# WHAT THE TASK REQUIRES
Report every line of the records beneath this task that holds the string "breaks".

(Data extracted from a collection)
● ● ● ●

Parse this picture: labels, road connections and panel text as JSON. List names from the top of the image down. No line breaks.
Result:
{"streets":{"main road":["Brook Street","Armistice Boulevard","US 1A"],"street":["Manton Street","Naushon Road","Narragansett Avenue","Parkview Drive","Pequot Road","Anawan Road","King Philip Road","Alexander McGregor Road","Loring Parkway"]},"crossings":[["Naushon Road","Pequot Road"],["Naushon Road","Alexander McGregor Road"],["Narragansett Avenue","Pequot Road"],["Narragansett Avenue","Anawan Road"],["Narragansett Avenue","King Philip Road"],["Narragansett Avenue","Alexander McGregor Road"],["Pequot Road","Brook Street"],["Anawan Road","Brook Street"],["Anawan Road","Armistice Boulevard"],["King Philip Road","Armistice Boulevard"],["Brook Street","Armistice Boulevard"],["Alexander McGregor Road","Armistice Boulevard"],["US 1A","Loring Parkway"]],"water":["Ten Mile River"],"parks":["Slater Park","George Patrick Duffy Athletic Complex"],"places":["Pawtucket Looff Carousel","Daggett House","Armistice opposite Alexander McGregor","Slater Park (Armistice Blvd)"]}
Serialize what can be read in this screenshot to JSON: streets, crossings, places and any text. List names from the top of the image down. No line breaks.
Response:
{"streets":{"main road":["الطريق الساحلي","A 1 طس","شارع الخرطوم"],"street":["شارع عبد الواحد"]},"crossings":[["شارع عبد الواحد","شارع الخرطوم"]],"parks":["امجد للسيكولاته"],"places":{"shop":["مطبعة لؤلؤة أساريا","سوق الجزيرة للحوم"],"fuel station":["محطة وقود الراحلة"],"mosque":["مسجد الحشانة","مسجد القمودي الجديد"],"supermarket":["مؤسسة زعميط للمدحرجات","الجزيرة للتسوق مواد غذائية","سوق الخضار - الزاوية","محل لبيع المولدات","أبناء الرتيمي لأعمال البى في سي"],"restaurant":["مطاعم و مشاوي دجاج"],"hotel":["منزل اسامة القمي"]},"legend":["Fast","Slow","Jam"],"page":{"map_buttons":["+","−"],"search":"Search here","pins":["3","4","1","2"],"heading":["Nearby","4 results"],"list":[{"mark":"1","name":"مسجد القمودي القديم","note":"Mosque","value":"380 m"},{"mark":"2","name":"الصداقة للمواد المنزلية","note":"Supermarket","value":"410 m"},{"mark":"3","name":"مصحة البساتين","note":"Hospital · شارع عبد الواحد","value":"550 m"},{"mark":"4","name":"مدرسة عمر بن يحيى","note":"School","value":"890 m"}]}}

● ● ● ●

# EXERCISE SOLUTION
Parse this picture: labels, road connections and panel text as JSON. List names from the top of the image down. No line breaks.
Serialize what can be read in this screenshot to JSON: streets, crossings, places and any text. List names from the top of the image down. No line breaks.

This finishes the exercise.